The present study concentrates on the evaluation of the anti-glycation effect of some bioactive substances present in yerba maté (Ilex paraguariensis): 5-caffeoylquinic acid, caffeic acid and a sapogenin (oleanolic acid). Bovine serum albumin and histones were incubated in the presence of methylglyoxal with or without the addition of 5-caffeoylquinic acid, caffeic acid and oleanolic acid. After the incubation period, advanced glycation end product (AGE) fluorescence spectra were performed and protein structural changes were evaluated by Sodium Dodecyl Sulfate Polyacrylamide Gel Electrophoresis. Chlorogenic acid, caffeic acid are the main substances responsible for the anti-glycation effect of maté tea.

Effects of maté tea intake on ex vivo LDL peroxidation induced by three different pathways.

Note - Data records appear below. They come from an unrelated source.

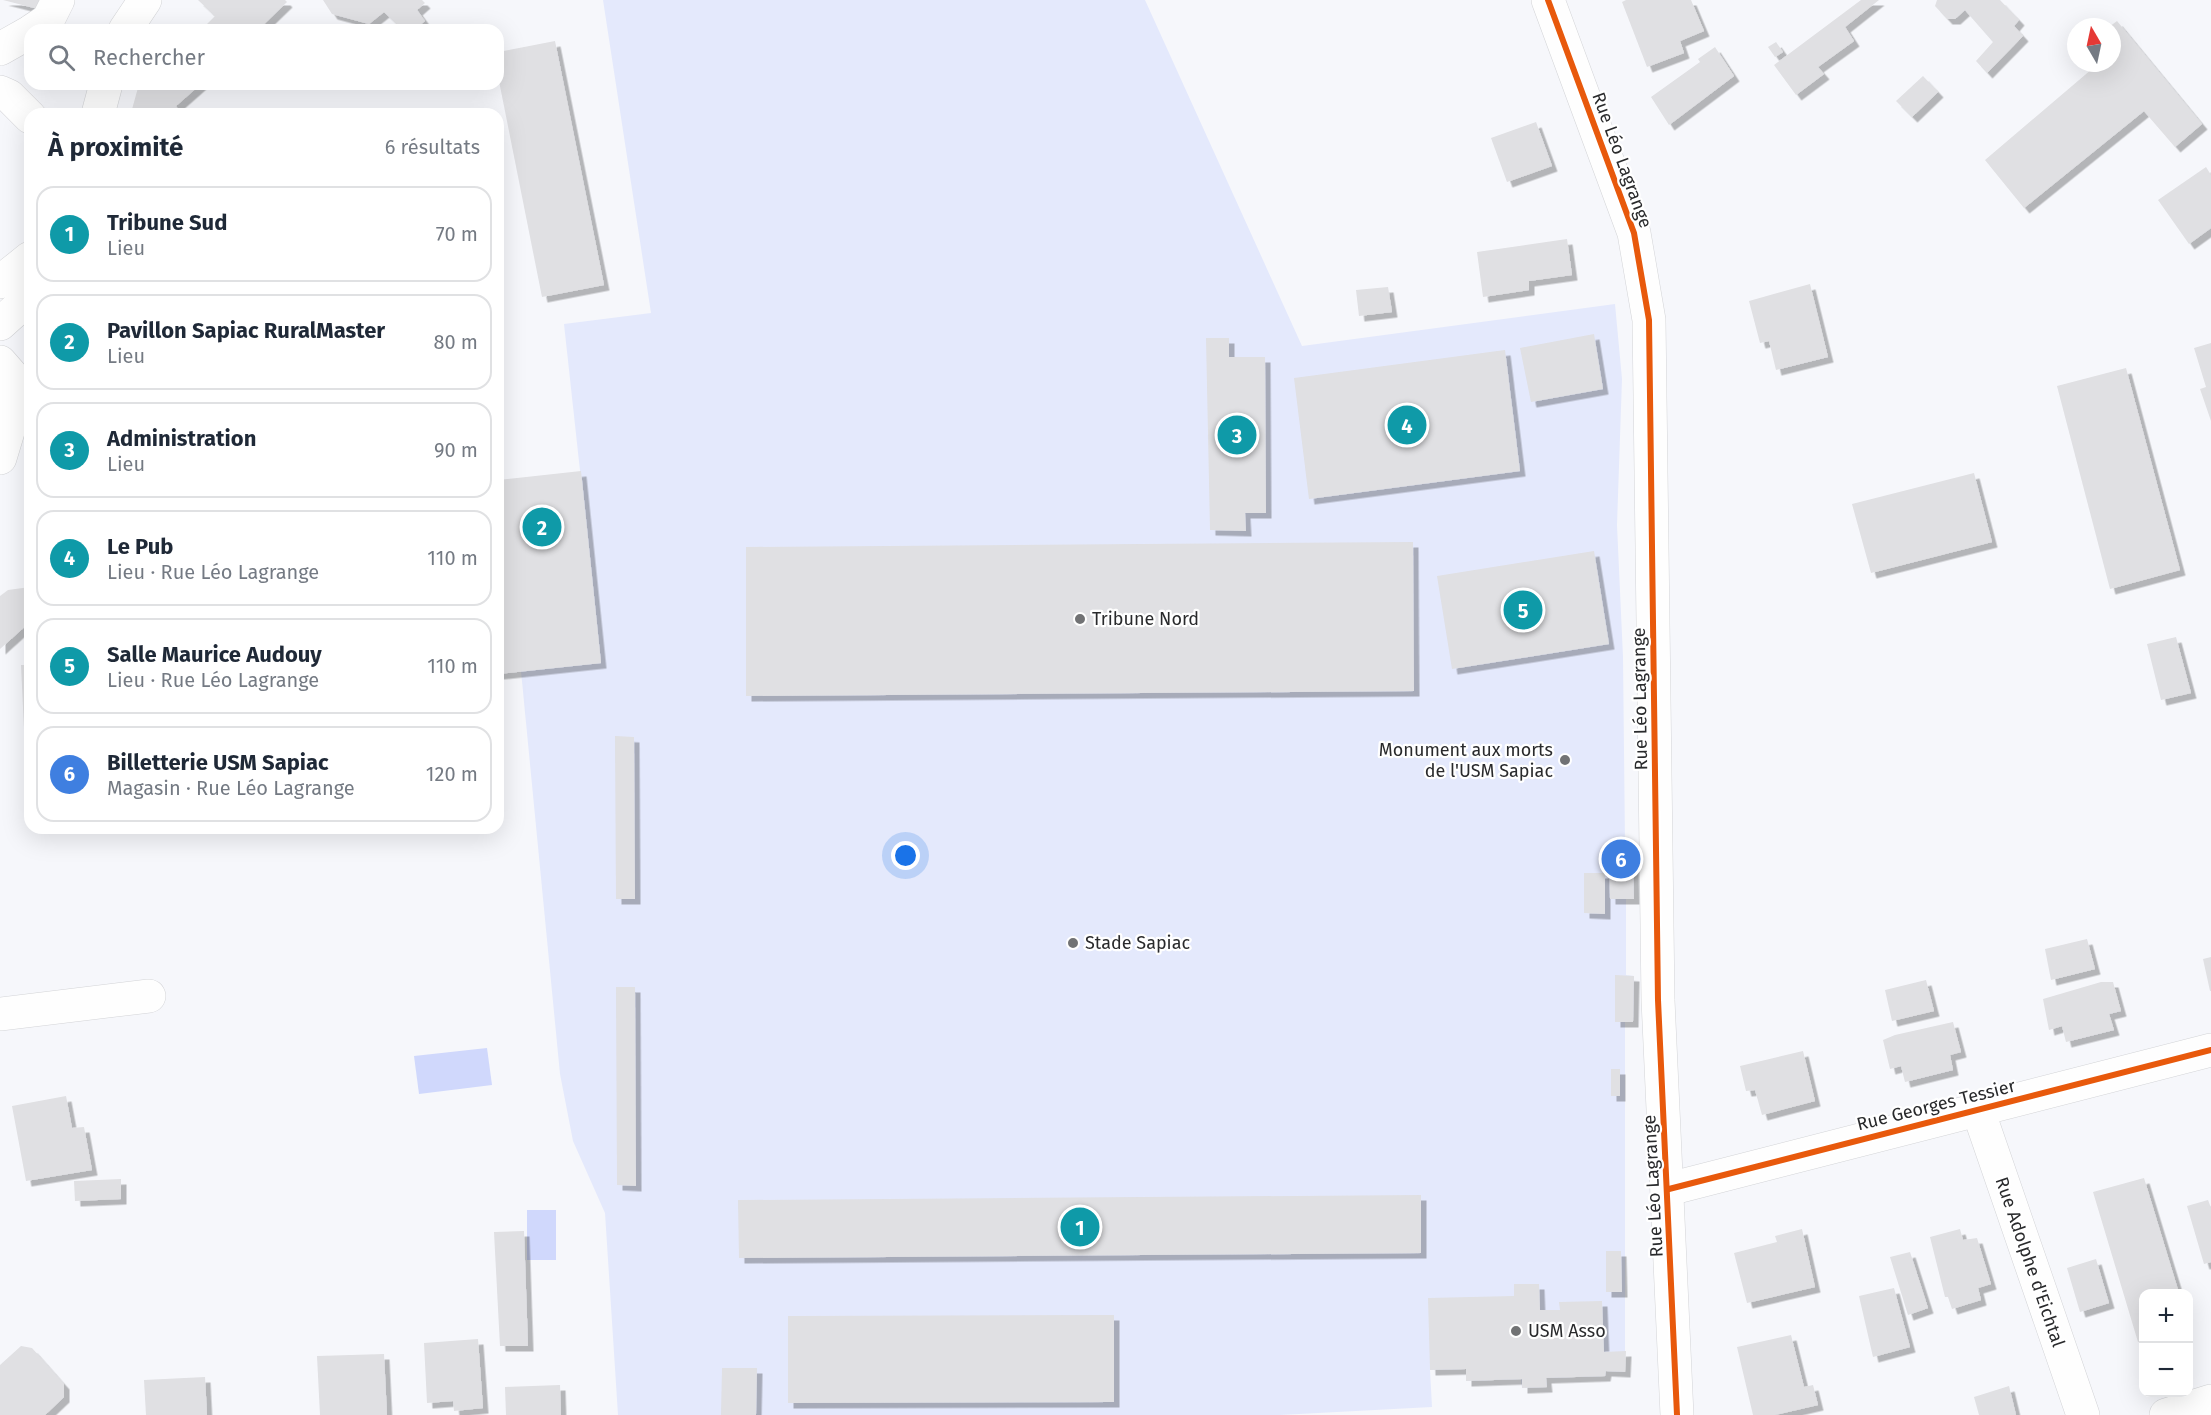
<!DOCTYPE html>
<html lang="fr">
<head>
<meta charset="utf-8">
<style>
  :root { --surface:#fff; --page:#f6f6f7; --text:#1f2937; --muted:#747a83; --line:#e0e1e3; --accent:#717274 }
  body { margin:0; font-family:"Fira Sans",sans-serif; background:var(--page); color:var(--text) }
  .controls { position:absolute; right:18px; bottom:18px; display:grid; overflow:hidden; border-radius:12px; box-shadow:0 6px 24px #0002 }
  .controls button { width:54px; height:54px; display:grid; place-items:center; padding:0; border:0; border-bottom:2px solid var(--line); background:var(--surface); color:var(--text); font:30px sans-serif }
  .compass { position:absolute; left:2067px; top:18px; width:54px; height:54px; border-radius:50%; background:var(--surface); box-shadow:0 6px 24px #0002; rotate:351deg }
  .you { position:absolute; left:906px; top:856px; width:21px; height:21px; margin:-15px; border:4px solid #fff; border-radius:50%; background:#1a73e8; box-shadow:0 0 0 9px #1a73e833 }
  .badge { display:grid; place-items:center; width:39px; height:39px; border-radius:50%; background:var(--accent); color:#fff; font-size:20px; font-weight:700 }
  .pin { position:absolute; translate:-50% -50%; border:3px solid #fff; box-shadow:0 2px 6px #0006 }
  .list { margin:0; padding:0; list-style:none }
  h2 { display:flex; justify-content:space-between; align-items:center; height:78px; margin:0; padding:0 24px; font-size:26px }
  h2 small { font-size:20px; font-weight:400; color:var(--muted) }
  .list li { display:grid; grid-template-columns:39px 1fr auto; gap:18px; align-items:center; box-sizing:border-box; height:96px; margin:0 12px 12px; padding:0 12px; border:2px solid var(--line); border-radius:18px }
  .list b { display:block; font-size:22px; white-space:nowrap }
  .list p { margin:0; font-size:20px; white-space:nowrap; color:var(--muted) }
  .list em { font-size:20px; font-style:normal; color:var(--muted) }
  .icon { flex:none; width:33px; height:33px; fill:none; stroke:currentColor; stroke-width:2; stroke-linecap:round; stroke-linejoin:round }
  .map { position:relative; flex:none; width:2211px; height:1415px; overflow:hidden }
  .search { position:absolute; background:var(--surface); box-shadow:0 6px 24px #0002; left:24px; top:24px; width:480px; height:66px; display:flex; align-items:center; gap:15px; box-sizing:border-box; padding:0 21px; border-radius:18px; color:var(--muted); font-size:22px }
  .panel { position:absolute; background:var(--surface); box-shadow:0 6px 24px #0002; left:24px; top:108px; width:480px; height:726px; border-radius:18px }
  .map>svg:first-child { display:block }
</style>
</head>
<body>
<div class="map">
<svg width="2211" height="1415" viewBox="0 0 2211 1415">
  <defs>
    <filter id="shadow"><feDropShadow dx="5.5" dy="5.5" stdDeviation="0" flood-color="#0004"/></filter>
  </defs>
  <rect width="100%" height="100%" fill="#f6f7fb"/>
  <path fill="#e4e9fc" d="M603 0H1145L1302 346 1615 304 1622 379 1617 525 1623 657 1625 844H1633L1634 899H1626V975L1634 976 1633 1022H1625V1372L1606 1371 1605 1376 1546 1378 1547 1387 1522 1388 1521 1379 1466 1381V1369L1430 1370 1432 1407 1280 1415H618L605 1213 573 1141 560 1074 521 671 601 663 564 324 651 313Z"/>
  <g fill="#d0d8fc">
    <path d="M487 1048 492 1085 419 1094 414 1056Z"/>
    <rect x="527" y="1210" width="29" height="50"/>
  </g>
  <g fill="#e0e0e3" filter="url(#shadow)">
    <path d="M3 0H41L38 9Z"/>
    <path d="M198 0H285L287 2 258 30H201L215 16Z"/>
    <path d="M323 0H422L425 3 417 10 425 21 414 30H403L384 12 369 24 332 14Z"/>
    <path d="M1626 0H1691L1704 31 1680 41 1684 53 1647 67 1622 2Z"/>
    <path d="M1861 0H1879L1845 27 1854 41 1818 67 1824 74 1796 95 1774 65Z"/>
    <path d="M1937 0H2000L2019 20 2014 26 2023 36 1987 73 1976 61 1993 42 1965 10 1955 19H1947L1935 6Z"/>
    <path d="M2117 21 2202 124 2175 147 2144 111 2024 208 1985 160 2099 63H2112V27H2109Z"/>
    <path d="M555 41 604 285 542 297 498 76V52Z"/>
    <path d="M1776 42 1783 52 1775 57 1768 47Z"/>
    <path d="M1715 47 1734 76 1669 125 1651 97 1700 62 1698 59Z"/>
    <path d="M1923 76 1938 92 1912 117 1896 101Z"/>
    <path d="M139 84H201L176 106 179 111 177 114H134L131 113Z"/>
    <path d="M1536 122 1552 166 1507 182 1491 138Z"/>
    <path d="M2206 167 2211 175V228L2189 244 2158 200Z"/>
    <path d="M1567 239 1572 275 1529 281V290L1483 297 1477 252Z"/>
    <path d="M1810 284 1828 357 1776 370 1769 341 1760 343 1749 301Z"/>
    <path d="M1388 287 1392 312 1359 316 1356 290Z"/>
    <path d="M1594 334 1603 389 1531 402 1520 348Z"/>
    <path d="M1206 338H1229V357H1265L1266 513H1245L1246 531 1210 530Z"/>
    <path d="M2211 343V421L2200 389 2206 387 2194 348Z"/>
    <path d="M1505 350 1520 471 1309 499 1294 378Z"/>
    <path d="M2126 368 2180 570 2110 589 2057 386Z"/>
    <path d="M581 471 601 663 498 674V480Z"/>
    <path d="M1974 473 1992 542 1871 573 1852 504Z"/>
    <path d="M1413 542 1414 691 746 696V547Z"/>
    <path d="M1594 551 1609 644 1452 669 1437 576Z"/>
    <path d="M30 587V622L0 649V596L8 590Z"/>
    <path d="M2176 637 2191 693 2161 700 2147 644Z"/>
    <path d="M21 665H30V728L24 729Z"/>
    <path d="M615 736 634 737 635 899H616Z"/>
    <path d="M1633 844 1634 899H1610L1609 845Z"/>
    <path d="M1584 873H1605V914L1584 913Z"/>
    <path d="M2087 939 2095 969 2051 980 2045 949Z"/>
    <path d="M2211 957V991H2210L2203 959Z"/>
    <path d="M1615 975 1634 976 1633 1022H1615Z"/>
    <path d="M1926 980 1934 1011 1892 1021 1885 990Z"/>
    <path d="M2101 982H2113L2121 1011 2109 1014 2114 1030 2066 1042 2062 1026 2049 1030 2043 999Z"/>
    <path d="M616 987H635L636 1186 617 1185Z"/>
    <path d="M1953 1022 1961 1052 1950 1055 1953 1070 1905 1082 1901 1066 1890 1069 1883 1040 1895 1035Z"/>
    <path d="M1803 1051 1815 1101 1762 1115 1755 1090 1746 1091 1740 1066Z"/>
    <rect x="1611" y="1069" width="9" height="27"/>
    <path d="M66 1096 72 1128 84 1127 92 1170 26 1181 12 1106Z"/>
    <path d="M2144 1178 2179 1293H2144V1340L2138 1342 2093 1192Z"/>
    <path d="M121 1179V1199L75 1201 74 1181Z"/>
    <path d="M1421 1195V1253L739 1258 738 1200Z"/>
    <path d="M2208 1200 2211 1208V1262L2204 1264 2187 1206Z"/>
    <path d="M1802 1229 1815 1287 1747 1303 1734 1253 1777 1242 1775 1236Z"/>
    <path d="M1960 1229 1963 1240 1977 1238 1991 1284 1978 1288 1981 1300 1952 1309 1948 1297H1945L1930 1237Z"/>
    <path d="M524 1231 528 1346H500L494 1232Z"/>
    <path d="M1606 1251H1621L1622 1292H1606Z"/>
    <path d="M1910 1252 1928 1308 1908 1315 1890 1257Z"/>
    <path d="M2096 1259 2109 1303 2080 1312 2067 1268Z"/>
    <path d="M1514 1284H1539L1540 1310H1560L1559 1302 1602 1301 1604 1352 1626 1351 1625 1372 1606 1371 1605 1376 1546 1378 1547 1387 1522 1388V1379L1466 1381V1369L1430 1370 1428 1298 1514 1296Z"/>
    <path d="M1894 1288 1910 1347 1873 1357 1859 1296Z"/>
    <path d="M1114 1315V1402L788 1403V1316Z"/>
    <path d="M1791 1335 1804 1387 1813 1385 1818 1405 1775 1415H1753L1737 1347Z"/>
    <path d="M478 1339 483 1408 454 1411 453 1401 427 1403 424 1343Z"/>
    <path d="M21 1346 32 1348 64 1384V1397L45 1415H0V1365Z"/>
    <path d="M384 1354 387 1415H320L317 1356Z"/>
    <path d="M722 1368H757L756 1415H721Z"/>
    <path d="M205 1377 207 1415H146L144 1380Z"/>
    <path d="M560 1385 561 1415H506L505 1387Z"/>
    <path d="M2009 1386 2016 1415H1979L1974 1397Z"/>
  </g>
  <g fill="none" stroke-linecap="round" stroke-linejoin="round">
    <defs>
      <g id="minor">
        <path d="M1548 0 1634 233 1649 320 1658 1000 1677 1415"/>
        <path d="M33 30 48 20 58 0"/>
        <path d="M125 30 145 0"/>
        <path d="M0 49 30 32"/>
        <path d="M98 114 106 84"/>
        <path d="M0 362 14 378 16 405 0 458"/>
        <path d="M0 1014 149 996"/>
        <path d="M1978 1110 2083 1415"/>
        <path d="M1669 1189 2211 1050"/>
        <path d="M2166 1415 2211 1401"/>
      </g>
      <g id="major">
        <path d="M0 92 9 96 30 117"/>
        <path d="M0 282 30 258"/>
        <path d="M0 324 30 297"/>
      </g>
    </defs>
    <use href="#minor" stroke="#d3d4d7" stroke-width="34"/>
    <use href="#major" stroke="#d3d4d7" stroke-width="34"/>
    <use href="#minor" stroke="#fefefe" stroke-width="33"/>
    <use href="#major" stroke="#fefefe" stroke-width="33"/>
    <defs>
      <g id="cycleway">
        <path d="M1548 0 1634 233 1649 320 1658 1000 1677 1415"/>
        <path d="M1669 1189 2211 1050"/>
      </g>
    </defs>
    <use href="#cycleway" stroke="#fff" stroke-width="10"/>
    <use href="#cycleway" stroke="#e8590c" stroke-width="6"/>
  </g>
  <g fill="#717274" stroke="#fff" stroke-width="2">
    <circle cx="1080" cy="619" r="6"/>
    <circle cx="1565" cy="760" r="6"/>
    <circle cx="1073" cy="943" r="6"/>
    <circle cx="1516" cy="1331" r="6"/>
  </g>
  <g text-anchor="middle" stroke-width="4.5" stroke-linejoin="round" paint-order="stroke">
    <g font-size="18" fill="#292a2c" stroke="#fff">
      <text transform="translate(1622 160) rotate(70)" y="6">Rue Léo Lagrange</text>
      <text transform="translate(1640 699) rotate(-91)" y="6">Rue Léo Lagrange</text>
      <text transform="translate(1936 1105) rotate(-14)" y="6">Rue Georges Tessier</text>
      <text transform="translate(1653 1186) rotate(-93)" y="6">Rue Léo Lagrange</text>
      <text transform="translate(2030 1262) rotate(71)" y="6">Rue Adolphe d'Eichtal</text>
    </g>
    <g font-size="18" fill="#292a2c" stroke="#fff" text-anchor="start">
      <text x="1092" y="625">Tribune Nord</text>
      <text x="1553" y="756" text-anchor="end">Monument aux morts<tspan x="1553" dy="21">de l'USM Sapiac</tspan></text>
      <text x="1085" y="949">Stade Sapiac</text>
      <text x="1528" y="1337">USM Asso</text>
    </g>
  </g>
</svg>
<div class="controls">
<button>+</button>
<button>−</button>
</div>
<svg class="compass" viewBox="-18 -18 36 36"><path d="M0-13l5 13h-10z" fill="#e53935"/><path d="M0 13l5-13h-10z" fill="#747a83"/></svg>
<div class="you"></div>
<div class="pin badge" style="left:1080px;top:1227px;background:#0f9aa8">1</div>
<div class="pin badge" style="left:542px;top:527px;background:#0f9aa8">2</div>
<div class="pin badge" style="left:1237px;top:435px;background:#0f9aa8">3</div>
<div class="pin badge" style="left:1407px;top:425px;background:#0f9aa8">4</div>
<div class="pin badge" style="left:1523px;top:610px;background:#0f9aa8">5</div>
<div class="pin badge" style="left:1621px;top:859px;background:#3f7fe0">6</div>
<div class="search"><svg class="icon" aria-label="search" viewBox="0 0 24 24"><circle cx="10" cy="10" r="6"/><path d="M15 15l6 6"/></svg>Rechercher</div>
<section class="panel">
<h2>À proximité<small>6 résultats</small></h2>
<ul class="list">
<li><span class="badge" style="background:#0f9aa8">1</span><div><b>Tribune Sud</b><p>Lieu</p></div><em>70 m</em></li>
<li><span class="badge" style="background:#0f9aa8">2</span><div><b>Pavillon Sapiac RuralMaster</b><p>Lieu</p></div><em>80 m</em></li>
<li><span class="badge" style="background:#0f9aa8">3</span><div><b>Administration</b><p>Lieu</p></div><em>90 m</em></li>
<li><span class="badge" style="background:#0f9aa8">4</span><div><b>Le Pub</b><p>Lieu · Rue Léo Lagrange</p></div><em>110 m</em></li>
<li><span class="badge" style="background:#0f9aa8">5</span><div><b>Salle Maurice Audouy</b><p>Lieu · Rue Léo Lagrange</p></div><em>110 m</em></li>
<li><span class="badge" style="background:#3f7fe0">6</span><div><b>Billetterie USM Sapiac</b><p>Magasin · Rue Léo Lagrange</p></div><em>120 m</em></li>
</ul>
</section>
</div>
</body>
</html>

Yerba maté (Ilex paraguariensis) is a native South America plant widely consumed as different beverages. Yerba maté leaves contains high concentrations of polyphenols that are responsible for its high in vitro and in vivo antioxidant activity. The in vivo antioxidant properties vis a vis LDL particles has not yet been studied for maté tea, the roasted yerba maté product. The aim of this study was to evaluate the antioxidant activity of maté tea ingestion ex vivo on human LDL. Fasting peripheral venous blood samples of healthy women were taken in three different times: before drinking the tea, one hour later and after one week (7 days) of daily consumption of maté tea. The isolated LDL was oxidized by three different pathways [copper (CuSO4), lipoxygenase and peroxynitrite (SIN-1)]. Conjugated dienes and structural modifications on LDL were evaluated. Ingestion of maté tea increased LDL resistance towards ex vivo copper oxidation, but did not alter the peroxidation pattern when SIN-1 or lipoxygenase were used as oxidants.

Yerba Maté (Ilex paraguariensis) aqueous extract decreases intestinal SGLT1 gene expression but does not affect other biochemical parameters in alloxan-diabetic Wistar rats.

Yerba maté (Ilex paraguariensis) is rich in polyphenols, especially chlorogenic acids. Evidence suggests that dietary polyphenols could play a role in glucose absorption and metabolism. The aim of this study was to evaluate the antidiabetic properties of yerba maté extract in alloxan-induced diabetic Wistar rats. Animals (n = 41) were divided in four groups: nondiabetic control (NDC, n = 10), nondiabetic yerba maté (NDY, n = 10), diabetic control (DC, n = 11), and diabetic yerba maté (DY, n = 10). The intervention consisted in the administration of yerba maté extract in a 1 g extract/kg body weight dose for 28 days; controls received saline solution only. There were no significant differences in serum glucose, insulin, and hepatic glucose-6-phosphatase activity between the groups that ingested yerba maté extract (NDY and DY) and the controls (NDC and DC). However, the intestinal SGLT1 gene expression was significantly lower in animals that received yerba maté both in upper (p = 0.007) and middle (p < 0.001) small intestine. These results indicate that bioactive compounds present in yerba maté might be capable of interfering in glucose absorption, by decreasing SGLT1 expression.